Hi-Fi RUSH Review
The father of Resident Evil, Shinji Mikami, has long been hostage to his success. He is constantly expected to make a new edition of Capcom’s main hit, for which Bethesda allocated funds to the famous developer to develop his studio. But Mikami is no stranger to experimentation. Suffice it to recall that it was he who led the development of such bright and unconventional games as Vanquish and God Hand. You can download these projects on pirate bays proxy.
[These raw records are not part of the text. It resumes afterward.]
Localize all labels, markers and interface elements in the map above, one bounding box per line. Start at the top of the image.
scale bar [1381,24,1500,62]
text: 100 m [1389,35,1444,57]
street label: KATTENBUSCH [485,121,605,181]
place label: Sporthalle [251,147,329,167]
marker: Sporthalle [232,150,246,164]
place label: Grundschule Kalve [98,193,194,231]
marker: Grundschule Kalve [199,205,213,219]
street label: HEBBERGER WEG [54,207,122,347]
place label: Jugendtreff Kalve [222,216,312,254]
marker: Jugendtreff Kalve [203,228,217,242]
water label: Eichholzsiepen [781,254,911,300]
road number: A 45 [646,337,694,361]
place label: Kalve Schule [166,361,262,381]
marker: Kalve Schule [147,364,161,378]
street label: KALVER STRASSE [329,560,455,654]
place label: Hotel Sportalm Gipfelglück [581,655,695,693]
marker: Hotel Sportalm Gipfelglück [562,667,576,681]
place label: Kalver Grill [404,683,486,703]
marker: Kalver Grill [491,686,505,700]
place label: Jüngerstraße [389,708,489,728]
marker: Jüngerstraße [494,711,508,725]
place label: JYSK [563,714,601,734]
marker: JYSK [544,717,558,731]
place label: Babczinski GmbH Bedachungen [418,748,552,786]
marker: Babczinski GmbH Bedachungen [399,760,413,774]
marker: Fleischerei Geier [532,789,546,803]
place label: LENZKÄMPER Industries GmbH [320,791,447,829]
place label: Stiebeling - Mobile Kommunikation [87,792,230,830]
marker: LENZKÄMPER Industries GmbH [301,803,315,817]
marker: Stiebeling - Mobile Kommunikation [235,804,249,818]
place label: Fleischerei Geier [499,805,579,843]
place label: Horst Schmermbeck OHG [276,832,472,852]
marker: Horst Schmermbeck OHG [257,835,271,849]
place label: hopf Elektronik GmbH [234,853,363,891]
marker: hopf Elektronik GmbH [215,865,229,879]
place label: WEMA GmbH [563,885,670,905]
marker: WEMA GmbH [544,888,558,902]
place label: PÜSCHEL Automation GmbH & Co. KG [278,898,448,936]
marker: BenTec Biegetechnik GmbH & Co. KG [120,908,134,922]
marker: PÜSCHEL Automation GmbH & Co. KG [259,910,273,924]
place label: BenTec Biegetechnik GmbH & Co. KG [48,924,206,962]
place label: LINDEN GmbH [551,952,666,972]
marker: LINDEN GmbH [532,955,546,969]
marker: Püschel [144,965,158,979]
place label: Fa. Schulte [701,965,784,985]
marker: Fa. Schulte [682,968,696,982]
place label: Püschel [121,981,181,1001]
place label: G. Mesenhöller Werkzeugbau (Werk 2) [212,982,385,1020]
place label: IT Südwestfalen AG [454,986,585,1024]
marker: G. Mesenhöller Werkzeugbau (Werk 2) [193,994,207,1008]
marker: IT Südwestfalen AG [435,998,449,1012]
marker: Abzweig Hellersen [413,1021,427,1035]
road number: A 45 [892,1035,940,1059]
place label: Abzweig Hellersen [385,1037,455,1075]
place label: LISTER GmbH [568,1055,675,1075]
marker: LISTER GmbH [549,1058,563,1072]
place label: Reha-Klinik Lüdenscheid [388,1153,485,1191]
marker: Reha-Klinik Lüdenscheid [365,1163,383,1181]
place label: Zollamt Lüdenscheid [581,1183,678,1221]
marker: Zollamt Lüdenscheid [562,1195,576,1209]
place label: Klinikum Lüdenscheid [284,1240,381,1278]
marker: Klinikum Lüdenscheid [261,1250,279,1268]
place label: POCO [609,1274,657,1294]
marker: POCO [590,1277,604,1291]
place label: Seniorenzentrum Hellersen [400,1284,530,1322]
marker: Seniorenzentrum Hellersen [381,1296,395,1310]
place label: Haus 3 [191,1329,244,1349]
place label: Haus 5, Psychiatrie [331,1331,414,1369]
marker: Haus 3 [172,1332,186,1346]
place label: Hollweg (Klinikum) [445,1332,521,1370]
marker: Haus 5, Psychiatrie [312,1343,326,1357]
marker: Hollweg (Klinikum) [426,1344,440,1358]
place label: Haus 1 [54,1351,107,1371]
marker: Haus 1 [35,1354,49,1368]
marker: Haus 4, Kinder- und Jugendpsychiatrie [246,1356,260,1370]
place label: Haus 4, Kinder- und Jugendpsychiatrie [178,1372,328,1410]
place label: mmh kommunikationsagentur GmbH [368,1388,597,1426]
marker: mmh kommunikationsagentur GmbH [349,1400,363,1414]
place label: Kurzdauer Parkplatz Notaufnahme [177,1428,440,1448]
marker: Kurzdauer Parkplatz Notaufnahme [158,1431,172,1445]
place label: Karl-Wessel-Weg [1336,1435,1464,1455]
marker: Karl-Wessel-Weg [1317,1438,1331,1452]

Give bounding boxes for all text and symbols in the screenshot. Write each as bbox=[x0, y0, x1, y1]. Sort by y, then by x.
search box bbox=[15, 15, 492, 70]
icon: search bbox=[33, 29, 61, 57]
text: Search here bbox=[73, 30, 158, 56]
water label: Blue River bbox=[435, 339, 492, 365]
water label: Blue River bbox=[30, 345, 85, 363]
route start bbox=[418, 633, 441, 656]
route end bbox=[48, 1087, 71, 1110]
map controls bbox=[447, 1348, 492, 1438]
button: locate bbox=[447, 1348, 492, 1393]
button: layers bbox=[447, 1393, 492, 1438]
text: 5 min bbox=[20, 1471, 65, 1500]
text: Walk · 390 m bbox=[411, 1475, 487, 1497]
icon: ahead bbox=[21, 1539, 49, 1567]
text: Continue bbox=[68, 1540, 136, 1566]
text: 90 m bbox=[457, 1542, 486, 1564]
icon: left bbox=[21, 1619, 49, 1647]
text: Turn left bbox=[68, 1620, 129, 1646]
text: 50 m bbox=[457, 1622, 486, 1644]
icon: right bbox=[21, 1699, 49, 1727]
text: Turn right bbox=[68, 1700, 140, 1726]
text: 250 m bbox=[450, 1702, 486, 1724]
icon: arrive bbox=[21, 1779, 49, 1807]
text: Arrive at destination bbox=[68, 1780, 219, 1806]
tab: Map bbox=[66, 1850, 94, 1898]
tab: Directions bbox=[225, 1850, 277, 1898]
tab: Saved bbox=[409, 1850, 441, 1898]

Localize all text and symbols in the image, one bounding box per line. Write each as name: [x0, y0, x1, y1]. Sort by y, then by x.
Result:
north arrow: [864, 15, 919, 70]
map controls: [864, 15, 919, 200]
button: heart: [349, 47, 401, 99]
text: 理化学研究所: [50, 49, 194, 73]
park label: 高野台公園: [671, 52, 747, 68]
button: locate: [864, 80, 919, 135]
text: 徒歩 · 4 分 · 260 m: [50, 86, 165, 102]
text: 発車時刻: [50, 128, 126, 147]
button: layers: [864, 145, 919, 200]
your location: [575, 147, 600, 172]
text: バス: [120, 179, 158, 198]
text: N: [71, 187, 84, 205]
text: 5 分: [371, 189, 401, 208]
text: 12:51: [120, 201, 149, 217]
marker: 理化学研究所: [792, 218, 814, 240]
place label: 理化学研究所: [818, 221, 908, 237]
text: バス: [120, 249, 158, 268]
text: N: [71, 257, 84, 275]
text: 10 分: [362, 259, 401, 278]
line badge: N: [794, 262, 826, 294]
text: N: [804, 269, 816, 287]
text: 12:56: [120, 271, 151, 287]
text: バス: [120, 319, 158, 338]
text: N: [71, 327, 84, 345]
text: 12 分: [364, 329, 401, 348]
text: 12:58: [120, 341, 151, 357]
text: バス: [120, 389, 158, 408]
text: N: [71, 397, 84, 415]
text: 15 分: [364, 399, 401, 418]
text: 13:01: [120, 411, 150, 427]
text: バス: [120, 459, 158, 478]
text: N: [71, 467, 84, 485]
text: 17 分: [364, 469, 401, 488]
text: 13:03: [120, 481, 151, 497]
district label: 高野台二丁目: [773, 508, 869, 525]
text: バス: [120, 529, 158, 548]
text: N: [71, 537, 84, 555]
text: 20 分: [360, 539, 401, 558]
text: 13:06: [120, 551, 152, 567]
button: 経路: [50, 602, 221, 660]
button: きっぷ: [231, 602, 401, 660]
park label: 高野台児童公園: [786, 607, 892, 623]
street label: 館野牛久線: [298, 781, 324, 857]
No wonder that after the disappointing releases of The Evil Within 2 and Ghostwire: Tokyo, the Tango Gameworks employees, under the patronage of the Microsoft bosses, took over.
The Emergence of Hi-Fi Rush
Hi-Fi Rush is the result of Phil Spencer’s policy of filling the Game Pass library with a wide variety of content. This means the release of not only expensive AAA blockbusters but also more budget-friendly and non-standard projects that take less time and effort to develop. The first pancake was Ninja Theory’s failed Bleeding Edge, but in 2022 it was small games from Obsidian Entertainment..
Tango Gameworks’ new creation could be described as a fusion of Devil May Cry and a Metal: Hellsinger-style rhythm game. This should not come as a surprise, because the game designer of this project is Masaaki Yamada, who was responsible for the gameplay of Bayonetta and the experimental Vanquish. John Yohanas (The Evil Within 2) supervised the project and wrote the script.
The Plot of Hi-Fi Rush
The protagonist of the project is a loser Tea who dreams to become a rock star, though he can’t even play the guitar. So he enrolls as a volunteer in Project Armstrong to get a cyber prosthetic hand. However, the operation doesn’t go according to plan. An MP3 player is accidentally implanted into Chai’s chest, thanks to which the young man begins to “feel” the rhythm of the world around him. The management of the Vandelay Corporation puts him on the list of defects to be eliminated. An aspiring rock star has to fight back against the bosses of the evil company and save the world by joining forces with a group of outsiders.
Hi-Fi Rush Gameplay
The key difference between Hi-Fi Rush and Devil May Cry or Bayonetta is that the player doesn’t just have to deal with the enemies quickly and stylishly with combinations of attacks, avoiding incoming damage. No, all of the above will have to be done to the rhythm of the background music.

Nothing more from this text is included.